Schelbert Louis · Nationalrat · Luzern · Grüne Fraktion · 2007-03-22

Wortprotokoll

Wir Grünen beantragen Ihnen, auf die parlamentarische Initiative für indirekte Presseförderung einzutreten.

Das System der Presseförderung mittels Beteiligung an den Verteilungskosten ist im Moment als einziges mehrheitsfähig. Die Vorteile der Presseförderung sehen wir mit Blick auf das lesende Publikum in staats- und demokratiepolitischen Belangen, mit Blick auf das Ganze aber auch in volkswirtschaftlicher Hinsicht. Mit verhältnismässig geringem Mitteleinsatz lässt sich ein grosser Effekt erzielen. Denn Zeitungen werden nicht nur gelesen, sie werden vorgängig geschrieben, sie werden korrigiert, gedruckt und verteilt. Es braucht Maschinen, Papier, Farbe usw. Es hängen viele Arbeitsplätze daran, ein guter Teil von ihnen abseits der grossen Zentren, sodass auch noch regionalpolitische Gesichtspunkte hineinspielen. Das wurde in der Kommission zum Teil nicht so gerne gehört, entspricht aber halt doch den Tatsachen. Insgesamt muss deshalb hier die Ordnungspolitik hinter anderen politischen Interessen zurückstehen.

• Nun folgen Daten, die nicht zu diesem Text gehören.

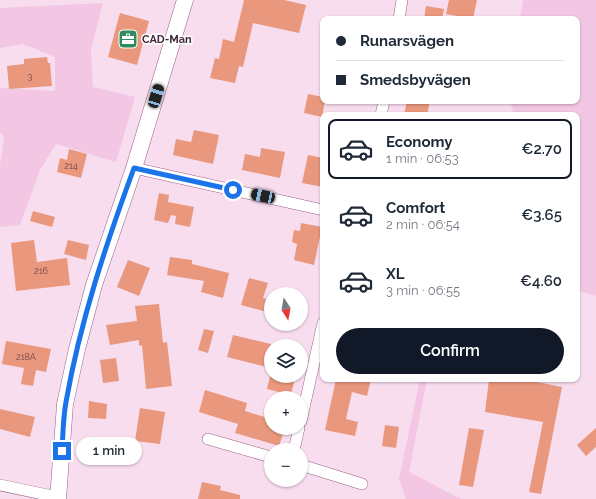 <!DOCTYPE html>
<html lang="en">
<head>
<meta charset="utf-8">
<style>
  body { margin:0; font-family:Raleway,sans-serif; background:#f2f2f3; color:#1f2937; height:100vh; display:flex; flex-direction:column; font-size:15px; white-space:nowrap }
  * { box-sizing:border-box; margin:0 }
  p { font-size:13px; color:#747a83 }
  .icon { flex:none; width:22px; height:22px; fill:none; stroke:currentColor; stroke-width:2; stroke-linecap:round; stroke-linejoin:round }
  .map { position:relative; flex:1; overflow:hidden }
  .panel { position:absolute; left:320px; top:112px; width:260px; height:270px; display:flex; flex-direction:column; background:#fff; border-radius:8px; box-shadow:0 1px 3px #0004 }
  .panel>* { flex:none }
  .top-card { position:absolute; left:320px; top:16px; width:260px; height:88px; border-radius:8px; box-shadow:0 1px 3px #0004; display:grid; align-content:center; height:88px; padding:0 16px; background:#fff }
  .needle { width:26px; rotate:169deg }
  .buttons { position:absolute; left:264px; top:287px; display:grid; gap:8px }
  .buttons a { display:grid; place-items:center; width:44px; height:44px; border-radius:50%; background:#fff; box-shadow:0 1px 3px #0004; font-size:20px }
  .end { position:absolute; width:18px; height:18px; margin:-9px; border:5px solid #1a73e8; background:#fff; box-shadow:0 0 0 2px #fff }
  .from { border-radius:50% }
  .bubble { position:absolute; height:28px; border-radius:14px; background:#fff; box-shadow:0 1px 3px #0004; font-size:13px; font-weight:600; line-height:28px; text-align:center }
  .car { position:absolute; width:12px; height:24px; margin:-12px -6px; border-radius:5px; box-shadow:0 0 3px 1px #0007; background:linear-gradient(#222 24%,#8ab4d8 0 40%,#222 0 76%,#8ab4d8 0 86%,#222 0) }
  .top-card b { display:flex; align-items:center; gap:14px; height:38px; font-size:15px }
  .top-card b+b { border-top:1px solid #e0e1e3 }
  .top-card i { width:10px; height:10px; background:#1f2937 }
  ul { padding:7px 0 0; list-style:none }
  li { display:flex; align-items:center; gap:12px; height:60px; margin:0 8px 6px; padding:0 8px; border:2px solid transparent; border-radius:8px }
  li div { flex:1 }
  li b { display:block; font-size:15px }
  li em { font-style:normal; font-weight:600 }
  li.active { border-color:#111827 }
  li>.icon { width:36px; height:36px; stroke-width:1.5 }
  .button { display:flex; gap:8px; margin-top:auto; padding:8px 16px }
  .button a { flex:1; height:46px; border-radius:24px; background:#111827; color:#fff; font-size:16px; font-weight:600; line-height:46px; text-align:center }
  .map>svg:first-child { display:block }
  .green { fill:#f3c6e4 }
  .building { fill:#e9977d }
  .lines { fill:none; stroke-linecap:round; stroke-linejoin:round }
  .minor-casing { stroke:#9a6189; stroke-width:12 }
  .secondary-casing { stroke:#9a6189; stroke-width:17 }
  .minor { stroke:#fff; stroke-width:11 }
  .secondary { stroke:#fff; stroke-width:16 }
  .route { stroke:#1a73e8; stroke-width:5 }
  .labels { text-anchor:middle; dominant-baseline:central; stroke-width:3; stroke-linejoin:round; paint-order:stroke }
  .number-label { font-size:9px; fill:#6b444b }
  .poi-label { font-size:11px; font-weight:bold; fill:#41283a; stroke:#fff; text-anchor:start }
</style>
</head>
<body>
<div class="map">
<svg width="596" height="499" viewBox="0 0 596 499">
  <rect width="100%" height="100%" fill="#f8ddef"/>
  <!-- green -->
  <g class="green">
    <path d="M 523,0 L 596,0 L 596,296 L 577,290 L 577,115 L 514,115 L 510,101 L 577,101 L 577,19 L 520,19 Z"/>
    <path d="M 103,3 L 91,50 L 93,87 L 135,97 L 116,162 L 56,144 L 40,170 L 20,225 L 0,227 L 0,165 L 4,137 L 0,132 L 0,88 L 55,91 L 55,57 L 23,44 L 0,48 L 0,8 Z"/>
    <path d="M 420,379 L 427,379 L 409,472 L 461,499 L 406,499 L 399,479 Z"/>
  </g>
  <!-- building -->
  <g class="building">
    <path d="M 244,0 L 284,0 L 306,5 L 299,33 L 253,23 L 243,67 L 239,66 L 235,83 L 210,78 L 215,58 L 219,59 L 223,39 L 234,42 Z"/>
    <path d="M 449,0 L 477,0 L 473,19 L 446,14 Z"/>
    <path d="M 426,6 L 444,9 L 442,19 L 424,19 Z"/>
    <path d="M 120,13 L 149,21 L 137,65 L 108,57 Z"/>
    <path d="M 47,57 L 48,63 L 50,63 L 52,86 L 9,89 L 7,66 L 24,64 L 24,59 Z"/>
    <path d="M 308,94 L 323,97 L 323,101 L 325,101 L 322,117 L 304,113 Z"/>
    <path d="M 407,101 L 430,101 L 427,115 L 404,115 Z"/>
    <path d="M 194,130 L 219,135 L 213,164 L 173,155 L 176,139 L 191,142 Z"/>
    <path d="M 261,148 L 285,152 L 280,178 L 242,170 L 245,154 L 260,157 Z"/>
    <path d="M 69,149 L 87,154 L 81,178 L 57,172 L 60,158 L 67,160 Z"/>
    <path d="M 308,155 L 323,158 L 323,187 L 302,183 Z"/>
    <path d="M 159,193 L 169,195 L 168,202 L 194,207 L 190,227 L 175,224 L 176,216 L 171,215 L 168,223 L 154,220 Z"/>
    <path d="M 33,211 L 55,217 L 52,227 L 30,221 Z"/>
    <path d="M 301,223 L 322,227 L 314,265 L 294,260 L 297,244 L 292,242 L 294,230 L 300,231 Z"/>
    <path d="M 34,240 L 37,262 L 67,258 L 70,285 L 16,291 L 11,243 Z"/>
    <path d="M 68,240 L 89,245 L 86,260 L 64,254 Z"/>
    <path d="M 170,257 L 192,260 L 192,264 L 229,273 L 223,298 L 201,292 L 204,281 L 167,275 Z"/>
    <path d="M 128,260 L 150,268 L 139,296 L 117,287 Z"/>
    <path d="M 249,278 L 268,283 L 263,298 L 271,300 L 271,313 L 241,305 Z"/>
    <path d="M 159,304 L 163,343 L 167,342 L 172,386 L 146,389 L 142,345 L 139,346 L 139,340 L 110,345 L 106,325 L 137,321 L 135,306 Z"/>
    <path d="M 204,329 L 214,331 L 208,353 L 198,350 Z"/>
    <path d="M 233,335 L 271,344 L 271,368 L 227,357 Z"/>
    <path d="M 6,341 L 51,349 L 46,372 L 36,370 L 33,386 L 21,384 L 24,368 L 2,364 Z"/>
    <path d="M 116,358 L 119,381 L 103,383 L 100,360 Z"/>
    <path d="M 270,376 L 294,382 L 291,395 L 267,389 Z"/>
    <path d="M 336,379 L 371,379 L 367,396 L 352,392 L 346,419 L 358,422 L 355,436 L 325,430 Z"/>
    <path d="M 489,379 L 522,379 L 562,387 L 541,494 L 529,492 L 543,422 L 485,412 Z"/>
    <path d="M 205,390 L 247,403 L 245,411 L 271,419 L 271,428 L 285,428 L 279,446 L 235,433 L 238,424 L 199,412 Z"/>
    <path d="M 89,401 L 107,404 L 106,419 L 88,418 Z"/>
    <path d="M 140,408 L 165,412 L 160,444 L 135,441 Z"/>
    <path d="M 0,409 L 35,417 L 30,437 L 0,429 Z"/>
    <path d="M 385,425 L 399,427 L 396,448 L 382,446 Z"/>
    <path d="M 469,428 L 484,430 L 473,487 L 459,485 Z"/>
    <path d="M 596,428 L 596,447 L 586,456 L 577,445 Z"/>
    <path d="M 101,444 L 122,446 L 120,458 L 100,456 Z"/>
    <path d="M 202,482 L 221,486 L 220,490 L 240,495 L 240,499 L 198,499 Z"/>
  </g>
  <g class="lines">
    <defs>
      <g id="minor">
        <path d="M 399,19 L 402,0"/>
        <path d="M 381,115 L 384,101"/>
        <path d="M 134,168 L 323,210"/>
        <path d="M 301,421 L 323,323"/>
        <path d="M 208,439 L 271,457"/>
        <path d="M 294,450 L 299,428"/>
        <path d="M 301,465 L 362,484"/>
        <path d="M 0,485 L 57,497"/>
      </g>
      <path id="secondary" d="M 58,499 L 65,404 L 77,349 L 94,285 L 134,168 L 185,0"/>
    </defs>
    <!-- minor casing -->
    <use href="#minor" class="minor-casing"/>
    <!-- secondary casing -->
    <use href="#secondary" class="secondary-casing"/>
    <!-- minor -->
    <use href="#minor" class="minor"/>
    <!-- secondary -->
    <use href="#secondary" class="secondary"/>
  </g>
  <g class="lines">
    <!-- route -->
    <path class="route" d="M 62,451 C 63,435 63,418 66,402 C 80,322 106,244 134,168 L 233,190"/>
  </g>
  <!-- icons -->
  <defs>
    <symbol id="office-square" viewBox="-11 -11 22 22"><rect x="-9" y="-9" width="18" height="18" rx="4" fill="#328a5f" stroke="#fff"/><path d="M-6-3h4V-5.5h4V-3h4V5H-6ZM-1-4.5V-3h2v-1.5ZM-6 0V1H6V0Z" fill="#fff"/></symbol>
  </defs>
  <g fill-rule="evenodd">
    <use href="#office-square" x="117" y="28" width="22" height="22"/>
  </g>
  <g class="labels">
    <!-- number labels -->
    <g class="number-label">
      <text x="30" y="76">3</text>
      <text x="71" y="166">214</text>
      <text x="41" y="271">216</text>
      <text x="26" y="357">218A</text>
    </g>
    <!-- poi labels -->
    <g class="poi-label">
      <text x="142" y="39">CAD-Man</text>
    </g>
  </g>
</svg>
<div class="buttons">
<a><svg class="needle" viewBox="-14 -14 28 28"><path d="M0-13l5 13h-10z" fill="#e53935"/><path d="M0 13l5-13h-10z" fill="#747a83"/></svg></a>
<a><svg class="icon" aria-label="layers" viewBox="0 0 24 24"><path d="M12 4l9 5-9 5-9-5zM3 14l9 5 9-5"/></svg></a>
<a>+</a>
<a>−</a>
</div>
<i class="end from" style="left:233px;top:190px"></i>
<i class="end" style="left:62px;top:451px"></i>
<div class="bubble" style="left:76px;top:437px;width:66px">1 min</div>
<i class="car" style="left:156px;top:96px;rotate:17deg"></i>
<i class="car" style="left:263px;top:196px;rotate:282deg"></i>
<div class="top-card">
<b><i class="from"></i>Runarsvägen</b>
<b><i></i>Smedsbyvägen</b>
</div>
<section class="panel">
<ul>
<li class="active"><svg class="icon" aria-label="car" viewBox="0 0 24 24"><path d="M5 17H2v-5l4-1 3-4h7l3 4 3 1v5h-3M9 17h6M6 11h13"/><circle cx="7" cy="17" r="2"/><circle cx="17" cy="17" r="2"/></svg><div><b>Economy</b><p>1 min · 06:53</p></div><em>€2.70</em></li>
<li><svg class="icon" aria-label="car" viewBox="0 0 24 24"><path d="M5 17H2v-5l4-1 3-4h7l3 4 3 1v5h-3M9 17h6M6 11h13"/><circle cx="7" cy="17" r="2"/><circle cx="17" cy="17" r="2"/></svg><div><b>Comfort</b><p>2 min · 06:54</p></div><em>€3.65</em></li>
<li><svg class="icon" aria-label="car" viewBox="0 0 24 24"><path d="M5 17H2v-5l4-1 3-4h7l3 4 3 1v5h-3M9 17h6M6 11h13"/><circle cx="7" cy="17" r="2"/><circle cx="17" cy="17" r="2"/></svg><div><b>XL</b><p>3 min · 06:55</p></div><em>€4.60</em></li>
</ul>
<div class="button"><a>Confirm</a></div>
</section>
</div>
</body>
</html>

Der Bundesrat lehnt die Vorlage ab. Er spricht von einem Giesskannensystem, das - obwohl demokratiepolitisch berechtigt - wenig wirksam sei. Ähnlich tönte es zum Teil in der Kommission. Diese Auffassung teilen wir nicht, erst recht sind wir mit Bezug auf die kleinen regionalen Blätter und die Mitgliederpresse nicht einverstanden. Sie leisten wichtige Beiträge zum demokratischen Diskurs, und das Überleben vieler ist ohne Verteilungskostenbeitrag in Gefahr. Eine konkrete Alternative wurde nicht formuliert, es sei denn, man verstehe die blosse Abschaffung als solche. Richtig ist sicher, dass die Verteilungskosten nicht für alle Titel die gleiche Rolle spielen. In aller Regel sind sie aber ein erheblicher Kostenfaktor. Wir begrüssen deshalb auch Artikel 15 Absatz 6 sehr. Es ist richtig, mit einer Sonderförderung kleinauflagige Titel speziell zu fördern.

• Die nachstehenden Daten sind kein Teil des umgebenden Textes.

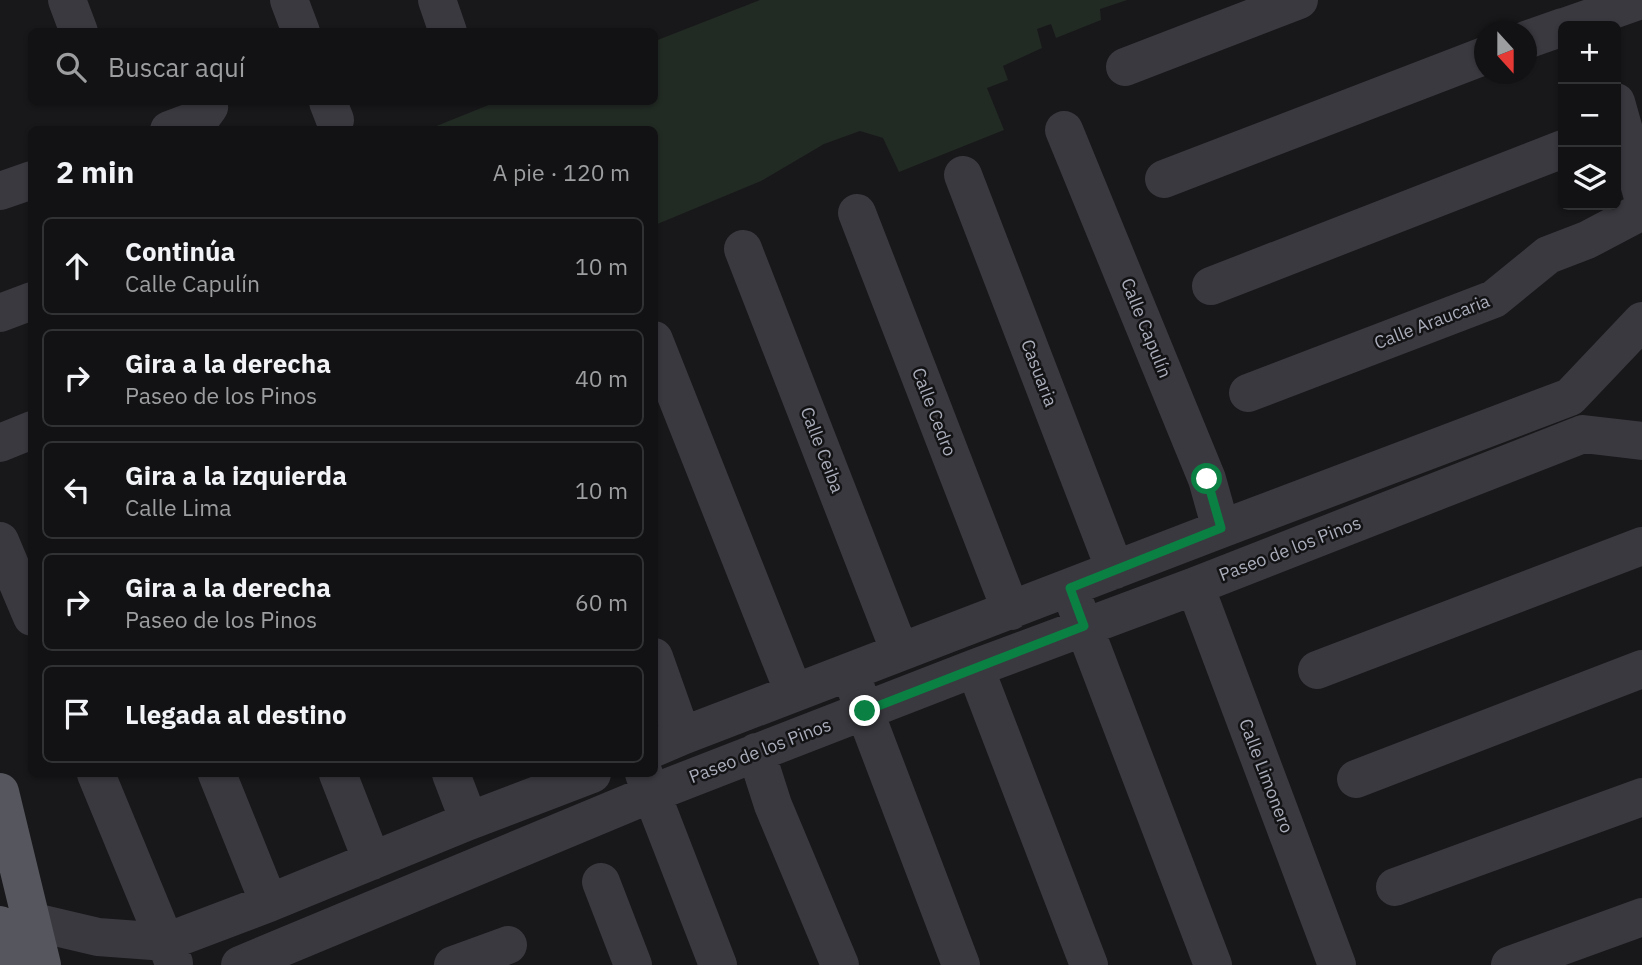 <!DOCTYPE html>
<html lang="es">
<meta charset="utf-8">
<style>
body{margin:0;font-family:"IBM Plex Sans",sans-serif;background:#1f2022;color:#f1f3f6}
.controls{position:absolute;right:21px;top:21px;display:grid;overflow:hidden;border-radius:10px;box-shadow:0 2px 5px #0004}
.controls button{width:63px;height:63px;display:grid;place-items:center;padding:0;border:0;border-bottom:2px solid #313234;background:#121214;color:#f1f3f6;font:35px sans-serif}
.compass{position:absolute;left:1474px;top:21px;width:63px;height:63px;border-radius:50%;background:#121214;box-shadow:0 2px 5px #0004;rotate:159deg}
.stop{position:absolute;width:21px;height:21px;margin:-16px;border:5px solid #0b8043;border-radius:50%;background:#fff}
.stop.end{background:#0b8043;border-color:#fff;box-shadow:0 2px 7px #0008}
.list{margin:0;padding:0;list-style:none}
h2{display:flex;justify-content:space-between;align-items:center;height:91px;margin:0;padding:0 28px;font-size:30px}
h2 small{font-size:23px;font-weight:400;color:#9c9ea0}
.list li{display:grid;grid-template-columns:46px 1fr auto;gap:21px;align-items:center;box-sizing:border-box;height:98px;margin:0 14px 14px;padding:0 14px;border:2px solid #313234;border-radius:10px}
.list b{display:block;font-size:26px;white-space:nowrap}
.list p{margin:0;font-size:23px;white-space:nowrap;color:#9c9ea0}
.list em{font-size:23px;font-style:normal;color:#9c9ea0}
.icon{flex:none;width:38px;height:38px;fill:none;stroke:currentColor;stroke-width:2;stroke-linecap:round;stroke-linejoin:round}
.map{position:relative;flex:none;width:1642px;height:965px;overflow:hidden}
.search{position:absolute;background:#121214;box-shadow:0 2px 5px #0004;left:28px;top:28px;width:630px;height:77px;display:flex;align-items:center;gap:18px;box-sizing:border-box;padding:0 24px;border-radius:10px;color:#9c9ea0;font-size:26px}
.panel{position:absolute;background:#121214;box-shadow:0 2px 5px #0004;left:28px;top:126px;width:630px;height:651px;border-radius:10px}
.map>svg:first-child{display:block}
.green{fill:#222a24}
.lines{fill:none;stroke-linecap:round;stroke-linejoin:round}
.minor{stroke:#39393f;stroke-width:38}
.major{stroke:#55565e;stroke-width:38}
.route{stroke:#0b8043;stroke-width:9}
.labels{text-anchor:middle;stroke-width:5;stroke-linejoin:round;paint-order:stroke}
.street-label{font-size:18px;fill:#aaadba;stroke:#131315}
</style>
<div class="map">
<svg width="1642" height="965" viewBox="0 0 1642 965">
<rect width="100%" height="100%" fill="#18181a"/>
<!-- green -->
<path class="green" d="M760,0H1127L1100,9L1101,20L1056,38L1051,24L1037,29L1042,48L1003,66L1008,80L987,88L1004,130L899,172L883,138L860,131L824,144L761,181L655,225L654,130L429,129L496,102H654L655,41Z"/>
<g class="lines">
<!-- minor -->
<path class="minor" d="M67,0L79,32
M289,0L301,32
M437,0L448,32
M1567,26L1641,0
M1526,40L1563,27
M1125,67L1299,0
M328,102L335,120
M1616,102L1642,194
M169,130L201,118L209,107L207,102
M1064,130L1207,479L1221,529
M963,175L1115,570
M1164,179L1484,56
M0,191L32,180
M857,213L1011,611
M743,249L900,652
M1211,286L1563,149
M0,313L32,301
M654,340L794,693
M1248,393L1494,299L1548,255L1587,240L1642,211
M0,443L32,430
M0,541L32,617
M1195,586L1337,965
M1075,603L1213,965
M654,657L682,736
M975,668L1089,965
M1317,670L1642,546
M855,686L961,965
M654,748L682,736L1221,529L1570,397L1642,321
M756,752L773,805L840,965
M96,774L174,963
M217,774L269,903
M338,774L372,861
M451,774L469,821
M644,774L718,965
M1356,779L1642,669
M601,882L633,965
M1395,887L1642,797
M30,921L98,937L166,942L269,903L469,821L592,774
M240,965L653,793L975,668L1195,586L1583,434L1642,441
M453,965L508,945
M1510,965L1642,917"/>
<!-- major -->
<path class="major" d="M0,792L42,965
M0,925L11,965"/>
</g>
<g class="lines">
<!-- route -->
<path class="route" d="M865,711L1084,626L1070,588L1221,528L1207,479"/>
</g>
<g class="labels">
<!-- street labels -->
<g class="street-label">
<text transform="translate(1432 322) rotate(-21)" y="6">Calle Araucaria</text>
<text transform="translate(1146 328) rotate(68)" y="6">Calle Capulín</text>
<text transform="translate(1039 373) rotate(69)" y="6">Casuaria</text>
<text transform="translate(934 412) rotate(69)" y="6">Calle Cedro</text>
<text transform="translate(822 450) rotate(69)" y="6">Calle Ceiba</text>
<text transform="translate(1290 549) rotate(-21)" y="6">Paseo de los Pinos</text>
<text transform="translate(760 751) rotate(-21)" y="6">Paseo de los Pinos</text>
<text transform="translate(1266 776) rotate(69)" y="6">Calle Limonero</text>
</g>
</g>
</svg>
<div class="controls">
<button>+</button>
<button>−</button>
<button><svg class="icon" aria-label="layers" viewBox="0 0 24 24"><path d="M12 4l9 5-9 5-9-5zM3 14l9 5 9-5"/></svg></button>
</div>
<svg class="compass" viewBox="-18 -18 36 36"><path d="M0-13l5 13h-10z" fill="#e53935"/><path d="M0 13l5-13h-10z" fill="#9c9ea0"/></svg>
<div class="stop" style="left:1207px;top:479px"></div>
<div class="stop end" style="left:865px;top:711px"></div>
<div class="search"><svg class="icon" aria-label="search" viewBox="0 0 24 24"><circle cx="10" cy="10" r="6"/><path d="M15 15l6 6"/></svg>Buscar aquí</div>
<section class="panel">
<h2>2 min<small>A pie · 120 m</small></h2>
<ul class="list">
<li><svg class="icon" aria-label="ahead" viewBox="0 0 24 24"><path d="M12 20V5M6 11l6-6 6 6"/></svg><div><b>Continúa</b><p>Calle Capulín</p></div><em>10 m</em></li>
<li><svg class="icon" aria-label="right" viewBox="0 0 24 24"><path d="M7 20v-9h11M14 6l5 5-5 5"/></svg><div><b>Gira a la derecha</b><p>Paseo de los Pinos</p></div><em>40 m</em></li>
<li><svg class="icon" aria-label="left" viewBox="0 0 24 24"><path d="M17 20v-9H6M10 6l-5 5 5 5"/></svg><div><b>Gira a la izquierda</b><p>Calle Lima</p></div><em>10 m</em></li>
<li><svg class="icon" aria-label="right" viewBox="0 0 24 24"><path d="M7 20v-9h11M14 6l5 5-5 5"/></svg><div><b>Gira a la derecha</b><p>Paseo de los Pinos</p></div><em>60 m</em></li>
<li><svg class="icon" aria-label="arrive" viewBox="0 0 24 24"><path d="M6 21V4h12l-3 4 3 4H6"/></svg><div><b>Llegada al destino</b></div></li>
</ul>
</section>
</div>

In der Kommission wurde damit argumentiert, dass die bestehenden Medienmonopole trotz der bisherigen Förderungsmassnahmen entstanden seien. Das ist für uns in dieser Form nicht richtig. Ich nehme als Beispiel die Lage im Kanton Luzern. Wir haben ein praktisch flächendeckendes Netz von Regionalzeitungen: "Die Region", "Entlebucher Anzeiger", "Willisauer Bote", "Der Oberwiggertaler", "Rontaler", "Rottaler Anzeiger", "Michelsämter", "Rigi-Anzeiger", "Surseer Woche", "Sempacher Woche" usw. Insgesamt stellen sie eine Alternative zur grossen "Neuen Luzerner Zeitung" dar. Sie sind ein Teil der Vielfalt und brauchen für ihr Überleben die indirekte Presseförderung. Im Übrigen ist für uns Grüne die Verlegervielfalt wichtiger als die Vielfalt von Titeln. Wir begrüssen es, dass nach der Vernehmlassung diese Korrektur erfolgt ist.

Als richtig erachten wir auch die Konzentration auf die Post. Ihre Leistungen können im Rahmen des Auftrags formuliert und als Teil der Grundversorgung abgegolten werden. Dank der Beiträge kann die Zustellung der Presseprodukte in alle Regionen der Schweiz zu gleichen, günstigen und distanzunabhängigen Preisen weiter garantiert werden.

Fazit: Die Vorlage verdient unsere Unterstützung. Wir beantragen Ihnen einzutreten und bitten Sie, die Anträge der Minderheiten II, III und IV zu unterstützen.